• [What you are asked to do]:
With the entries below as the source, tally the lines that contain the string "small" and give the number only.

(Stored data)
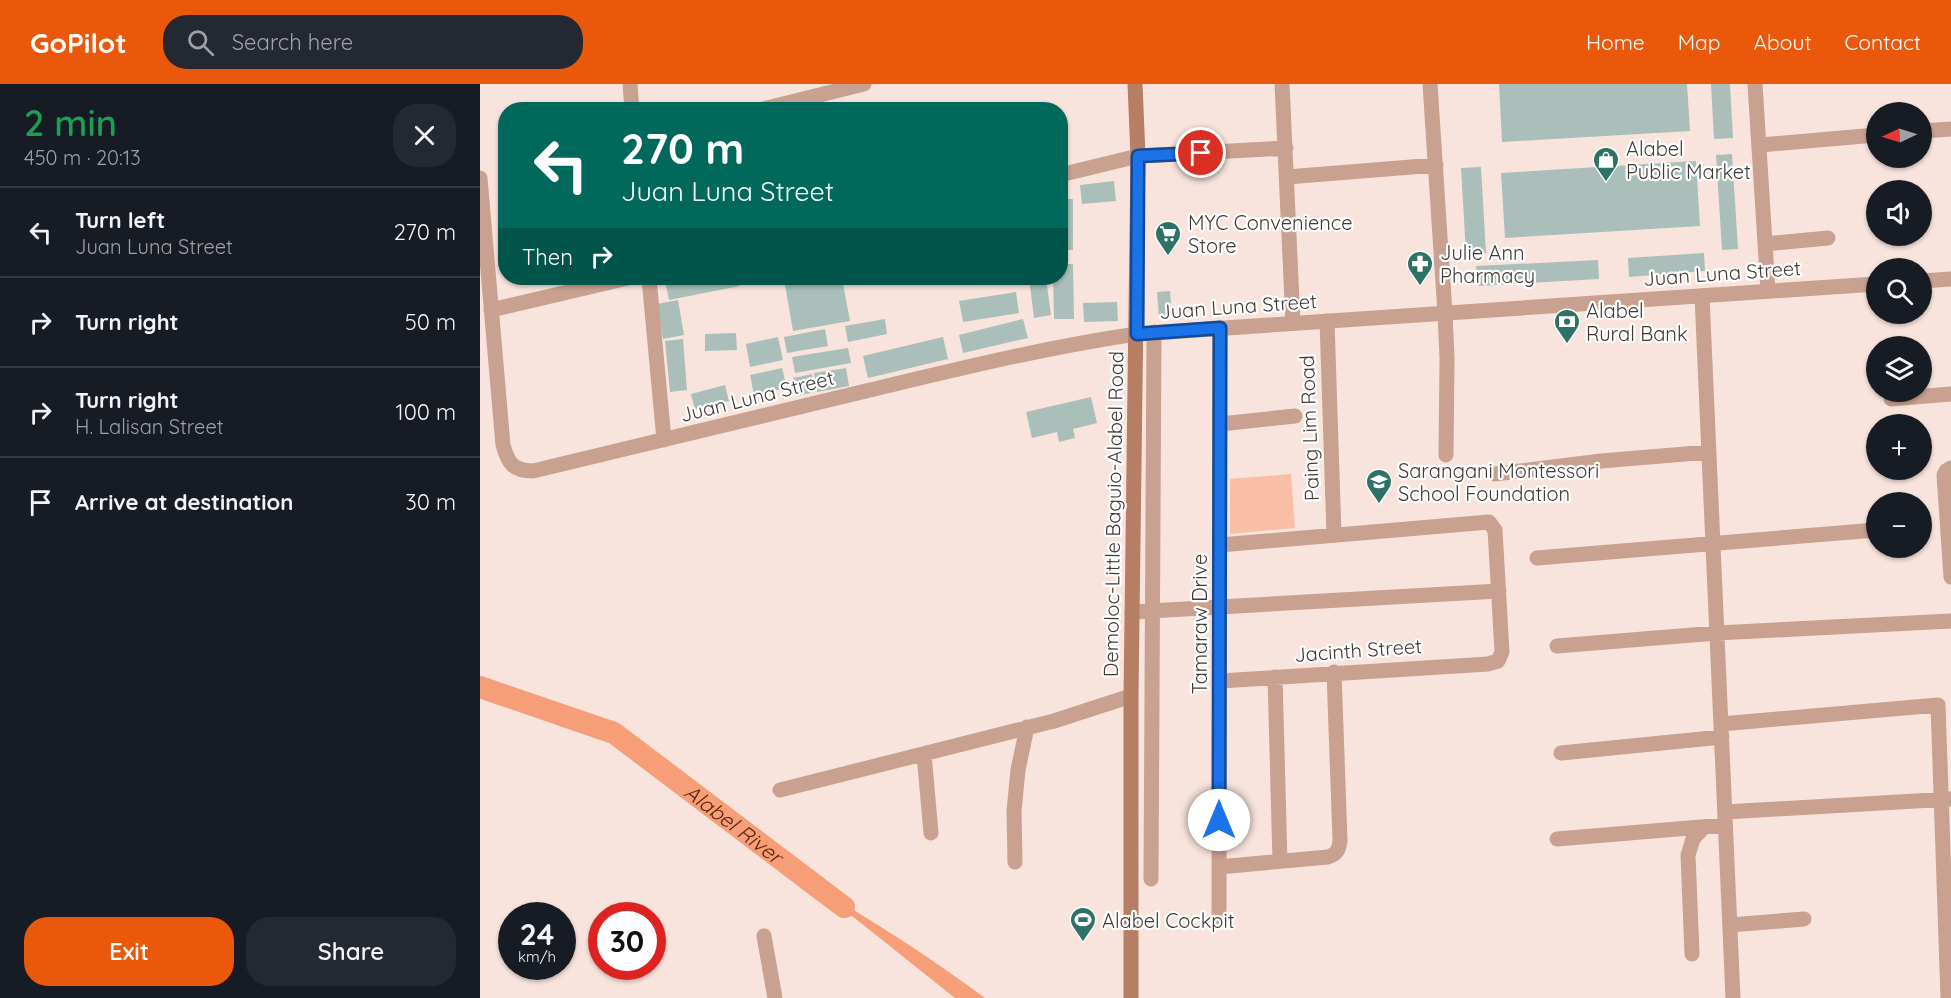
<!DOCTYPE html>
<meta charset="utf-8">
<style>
:root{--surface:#171b24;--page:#242831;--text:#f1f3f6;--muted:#9ea1a6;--line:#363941;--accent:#ea580c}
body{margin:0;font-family:Quicksand,sans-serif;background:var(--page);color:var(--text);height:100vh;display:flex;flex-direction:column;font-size:22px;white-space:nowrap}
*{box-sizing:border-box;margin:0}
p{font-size:20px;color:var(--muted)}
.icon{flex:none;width:33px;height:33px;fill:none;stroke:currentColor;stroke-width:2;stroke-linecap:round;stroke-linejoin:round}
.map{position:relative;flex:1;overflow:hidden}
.panel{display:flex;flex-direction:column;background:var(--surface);width:480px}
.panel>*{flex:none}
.hud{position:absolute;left:18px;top:18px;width:570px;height:183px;border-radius:24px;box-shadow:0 2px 4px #0004;background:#00695c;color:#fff;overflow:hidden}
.needle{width:39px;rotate:266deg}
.fabs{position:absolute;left:1386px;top:18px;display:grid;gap:12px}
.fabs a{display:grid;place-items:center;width:66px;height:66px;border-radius:50%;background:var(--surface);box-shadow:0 2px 4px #0004;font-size:30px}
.speed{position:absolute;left:18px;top:818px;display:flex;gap:12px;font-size:30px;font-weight:700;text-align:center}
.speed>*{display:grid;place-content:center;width:78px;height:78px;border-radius:50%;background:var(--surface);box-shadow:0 2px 4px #0004;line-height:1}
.speed small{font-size:15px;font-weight:400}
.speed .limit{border:9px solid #d22;background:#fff;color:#111}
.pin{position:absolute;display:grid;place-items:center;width:51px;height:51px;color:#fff;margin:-26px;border:3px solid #fff;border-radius:50%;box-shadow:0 2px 6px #0007}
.me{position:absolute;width:66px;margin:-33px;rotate:0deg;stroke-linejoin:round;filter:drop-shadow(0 0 4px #0008)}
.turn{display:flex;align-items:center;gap:21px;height:126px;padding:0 24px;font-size:27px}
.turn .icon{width:78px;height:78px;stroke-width:2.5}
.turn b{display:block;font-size:42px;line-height:51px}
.then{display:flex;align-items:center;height:57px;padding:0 24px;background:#0003;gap:12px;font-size:22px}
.round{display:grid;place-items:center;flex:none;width:63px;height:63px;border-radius:24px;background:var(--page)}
.head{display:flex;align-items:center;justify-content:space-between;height:102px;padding:0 24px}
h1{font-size:36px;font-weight:600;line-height:45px;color:#1e9e55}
.cta{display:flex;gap:12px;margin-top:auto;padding:12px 24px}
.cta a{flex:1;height:69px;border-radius:24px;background:var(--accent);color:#fff;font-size:24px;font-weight:600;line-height:69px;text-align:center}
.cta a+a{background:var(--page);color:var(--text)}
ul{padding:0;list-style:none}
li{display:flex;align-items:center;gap:18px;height:90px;padding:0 24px;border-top:2px solid var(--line)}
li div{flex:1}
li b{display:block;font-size:22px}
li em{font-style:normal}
header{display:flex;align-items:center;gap:36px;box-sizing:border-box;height:84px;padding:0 30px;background:var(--accent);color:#fff}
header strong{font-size:28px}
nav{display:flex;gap:33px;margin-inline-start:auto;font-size:21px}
.search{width:420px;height:54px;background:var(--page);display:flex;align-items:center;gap:15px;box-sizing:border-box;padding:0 21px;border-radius:24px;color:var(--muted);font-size:22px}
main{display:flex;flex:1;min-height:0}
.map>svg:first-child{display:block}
.green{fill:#f8bfa6}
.water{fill:#f59e77}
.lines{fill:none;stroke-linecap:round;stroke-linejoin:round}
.river{stroke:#f59e77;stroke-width:22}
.building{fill:#aabfba}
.minor{stroke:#c8a190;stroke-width:15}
.tertiary{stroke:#c8a190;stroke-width:15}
.secondary{stroke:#b67e65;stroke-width:15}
.route-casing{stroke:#114b97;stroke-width:15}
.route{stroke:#1a73e8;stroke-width:10}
.labels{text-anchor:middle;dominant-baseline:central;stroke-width:4.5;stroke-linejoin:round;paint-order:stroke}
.poi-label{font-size:20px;fill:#403936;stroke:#fff;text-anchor:start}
.street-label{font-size:20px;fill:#403936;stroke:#fff}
.water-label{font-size:21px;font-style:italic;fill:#5a2508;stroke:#fff}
</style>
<header>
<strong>GoPilot</strong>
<div class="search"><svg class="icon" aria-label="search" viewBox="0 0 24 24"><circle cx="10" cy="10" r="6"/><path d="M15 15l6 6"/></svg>Search here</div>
<nav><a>Home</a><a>Map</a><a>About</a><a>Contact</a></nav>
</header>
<main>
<section class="panel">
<div class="head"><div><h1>2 min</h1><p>450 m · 20:13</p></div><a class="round"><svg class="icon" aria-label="close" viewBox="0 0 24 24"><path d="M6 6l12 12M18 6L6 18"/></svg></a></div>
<ul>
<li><svg class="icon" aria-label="left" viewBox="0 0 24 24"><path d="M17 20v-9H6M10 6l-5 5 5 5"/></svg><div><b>Turn left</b><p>Juan Luna Street</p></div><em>270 m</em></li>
<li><svg class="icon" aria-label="right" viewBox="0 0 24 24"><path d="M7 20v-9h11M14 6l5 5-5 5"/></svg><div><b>Turn right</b></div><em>50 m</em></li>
<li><svg class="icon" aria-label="right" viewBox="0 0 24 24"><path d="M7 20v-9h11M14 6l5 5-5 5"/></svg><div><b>Turn right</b><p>H. Lalisan Street</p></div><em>100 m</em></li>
<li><svg class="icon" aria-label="arrive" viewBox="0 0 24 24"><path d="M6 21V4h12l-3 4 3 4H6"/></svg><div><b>Arrive at destination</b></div><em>30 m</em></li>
</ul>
<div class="cta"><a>Exit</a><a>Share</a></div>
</section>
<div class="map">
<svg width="1471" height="914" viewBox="0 0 1471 914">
<rect width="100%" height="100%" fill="#f8e4dc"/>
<path class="green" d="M811,390L815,444L750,450V395Z"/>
<path class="water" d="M337,804C395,838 451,874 505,914H475Z"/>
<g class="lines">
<path class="river" id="s1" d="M0,603L134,649L364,823"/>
</g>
<path class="building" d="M1019,0H1207L1210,47L1022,58Z
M1231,0H1250L1253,54L1234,55Z
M1252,70L1258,165L1242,166L1236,71Z
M1216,77L1220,142L1025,154L1021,89Z
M1001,83L1006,169L986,170L981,84Z
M634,97L636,117L602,120L600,101Z
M580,115H593V166H580Z
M1224,169L1225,187L1149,193L1148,174Z
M1118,176L1119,195L998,202L996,182Z
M580,180H593L594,235H574L573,194H580Z
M201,194H258L260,202L189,216L185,197Z
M267,194H300V195L269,201Z
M347,194H362L370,237L313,247L305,201Z
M549,194H566L571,231L554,234Z
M690,207L692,232L679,233L677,208Z
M536,208L539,229L483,238L479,217Z
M198,216L204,251L183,255L177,220Z
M637,218L638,237L604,238L603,219Z
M405,235L407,250L368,258L365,242Z
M543,235L548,254L483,269L479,251Z
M345,245L348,262L307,269L304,253Z
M256,249L257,266L225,267V250Z
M298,253L303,276L270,283L266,260Z
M463,253L468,275L388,294L383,272Z
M203,255L207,306L190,308L185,257Z
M368,264L371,279L315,289L312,273Z
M302,284L307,304L274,311L270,291Z
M366,284L369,302L337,308L334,289Z
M332,290L335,308L317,312L313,294Z
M245,301L249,317L215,326L211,310Z
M611,313L617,339L593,345L595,354L579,358L577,348L552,354L546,328Z"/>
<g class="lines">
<path class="minor" d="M150,0L152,26
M802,0L813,239
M950,0L965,229L967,274L966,371
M1275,0L1288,207
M279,26L384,0
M1442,47L1471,45
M1280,61L1396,51
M580,91L658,72L806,64
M807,93L956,81
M0,94L23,361C28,379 33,387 53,387C166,360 278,333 390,306C478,285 567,263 657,250
M1285,160L1348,154
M169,194L184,356
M1222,212L1253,914
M11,226L148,194
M847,237L854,451
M1411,315L1471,310
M740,340L815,332
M1471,384L1466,387L1464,391L1471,493
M1015,390L1121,377L1229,368
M1057,474L1396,446
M652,528L1019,507
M1077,562L1237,549L1471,537
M795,593L800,777
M740,597L1008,580L1018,577L1022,568L1015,446L1009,438L740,461
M1241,640L1458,621L1468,914
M1081,669L1242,653
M444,670L451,749
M300,706L574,637L651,612
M1245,728L1470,715
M1077,755L1245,741
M535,778L534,727L538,686L547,643
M739,783L848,773C857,770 859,766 860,756L854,588
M671,795L674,248
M739,836L740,244
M1250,841L1324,835
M284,852L295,914
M1212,870L1208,771L1213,755L1224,743"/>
<path class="tertiary" d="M1442,197L1471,195
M657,250L1396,200"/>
<path class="secondary" d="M651,914V612L658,72L655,0"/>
</g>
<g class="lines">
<defs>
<path id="route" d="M721,69L658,72L657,250L740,244L739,736"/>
</defs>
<use href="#route" class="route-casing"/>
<use href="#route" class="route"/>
</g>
<defs>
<symbol id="shop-pin" viewBox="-11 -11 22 30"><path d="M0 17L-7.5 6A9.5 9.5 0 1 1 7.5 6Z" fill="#2d7266" stroke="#fff"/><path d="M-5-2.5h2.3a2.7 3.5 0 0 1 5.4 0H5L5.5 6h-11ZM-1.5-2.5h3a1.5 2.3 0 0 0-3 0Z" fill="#fff"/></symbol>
<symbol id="supermarket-pin" viewBox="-11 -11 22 30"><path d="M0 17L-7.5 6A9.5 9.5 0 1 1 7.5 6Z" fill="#2d7266" stroke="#fff"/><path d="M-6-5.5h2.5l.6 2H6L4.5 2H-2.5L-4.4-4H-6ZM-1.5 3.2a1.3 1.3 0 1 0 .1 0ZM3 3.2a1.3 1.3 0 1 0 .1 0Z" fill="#fff"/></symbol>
<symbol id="pharmacy-pin" viewBox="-11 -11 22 30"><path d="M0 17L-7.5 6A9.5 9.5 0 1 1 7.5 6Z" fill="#2d7266" stroke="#fff"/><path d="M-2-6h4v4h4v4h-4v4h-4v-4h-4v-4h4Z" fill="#fff"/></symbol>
<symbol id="bank-pin" viewBox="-11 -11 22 30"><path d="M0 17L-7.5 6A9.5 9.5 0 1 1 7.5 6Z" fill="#2d7266" stroke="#fff"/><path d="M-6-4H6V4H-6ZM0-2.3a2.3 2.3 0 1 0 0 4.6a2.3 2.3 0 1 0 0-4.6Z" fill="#fff"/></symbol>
<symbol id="school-pin" viewBox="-11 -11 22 30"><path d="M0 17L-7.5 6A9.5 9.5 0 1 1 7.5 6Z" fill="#2d7266" stroke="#fff"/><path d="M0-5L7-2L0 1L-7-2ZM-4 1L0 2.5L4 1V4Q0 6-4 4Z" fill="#fff"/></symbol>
<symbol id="stadium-pin" viewBox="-11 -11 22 30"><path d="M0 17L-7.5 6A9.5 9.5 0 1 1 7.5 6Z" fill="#2d7266" stroke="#fff"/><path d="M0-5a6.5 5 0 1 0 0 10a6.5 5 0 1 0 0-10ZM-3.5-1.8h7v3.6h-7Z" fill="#fff"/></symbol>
</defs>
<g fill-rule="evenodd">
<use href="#shop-pin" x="1111" y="61" width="30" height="40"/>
<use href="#supermarket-pin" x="673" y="135" width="30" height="40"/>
<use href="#pharmacy-pin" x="925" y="165" width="30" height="40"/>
<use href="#bank-pin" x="1072" y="223" width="30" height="40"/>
<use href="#school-pin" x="884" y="383" width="30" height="40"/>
<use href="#stadium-pin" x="588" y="821" width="30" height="40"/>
</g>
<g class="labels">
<g class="poi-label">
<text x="1146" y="64">Alabel<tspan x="1146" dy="23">Public Market</tspan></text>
<text x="708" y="138">MYC Convenience<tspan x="708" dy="23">Store</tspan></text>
<text x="960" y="168">Julie Ann<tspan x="960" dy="23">Pharmacy</tspan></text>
<text x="1106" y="226">Alabel<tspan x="1106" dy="23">Rural Bank</tspan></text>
<text x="918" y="386">Sarangani Montessori<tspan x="918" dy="23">School Foundation</tspan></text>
<text x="622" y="836">Alabel Cockpit</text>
</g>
<g class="street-label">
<text transform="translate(1242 189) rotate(-4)">Juan Luna Street</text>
<text transform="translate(758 222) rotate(-4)">Juan Luna Street</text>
<text transform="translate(277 312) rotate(-14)">Juan Luna Street</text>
<text transform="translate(829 344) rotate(-92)">Paing Lim Road</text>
<text transform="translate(633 430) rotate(-89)">Demoloc-Little Baguio-Alabel Road</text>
<text transform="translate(719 540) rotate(-90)">Tamaraw Drive</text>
<text transform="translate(878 566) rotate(-4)">Jacinth Street</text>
</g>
<g class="water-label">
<text stroke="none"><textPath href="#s1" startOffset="292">Alabel River</textPath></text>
</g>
</g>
</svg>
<div class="fabs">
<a><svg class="needle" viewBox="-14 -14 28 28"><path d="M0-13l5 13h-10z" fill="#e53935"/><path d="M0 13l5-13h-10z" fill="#9ea1a6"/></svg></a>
<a><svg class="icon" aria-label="sound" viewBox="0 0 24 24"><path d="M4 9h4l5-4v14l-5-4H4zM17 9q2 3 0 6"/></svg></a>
<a><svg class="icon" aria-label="search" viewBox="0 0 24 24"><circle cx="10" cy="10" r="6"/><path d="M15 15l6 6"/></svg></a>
<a><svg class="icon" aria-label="layers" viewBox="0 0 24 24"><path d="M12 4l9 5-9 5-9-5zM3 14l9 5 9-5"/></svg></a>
<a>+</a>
<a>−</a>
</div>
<div class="speed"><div>24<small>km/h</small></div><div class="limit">30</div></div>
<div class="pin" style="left:721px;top:69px;background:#d93025"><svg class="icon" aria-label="arrive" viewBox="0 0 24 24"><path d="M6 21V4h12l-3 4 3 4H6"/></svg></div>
<svg class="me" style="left:739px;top:736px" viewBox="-20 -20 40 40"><circle r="19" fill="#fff"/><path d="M0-13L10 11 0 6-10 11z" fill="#1a73e8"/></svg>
<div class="hud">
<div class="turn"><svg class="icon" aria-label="left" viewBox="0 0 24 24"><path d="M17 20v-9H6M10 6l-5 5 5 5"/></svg><div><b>270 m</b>Juan Luna Street</div></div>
<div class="then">Then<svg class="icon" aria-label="right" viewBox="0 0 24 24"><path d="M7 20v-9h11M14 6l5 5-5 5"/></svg></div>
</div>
</div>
</main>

• [Response to this exercise]:
2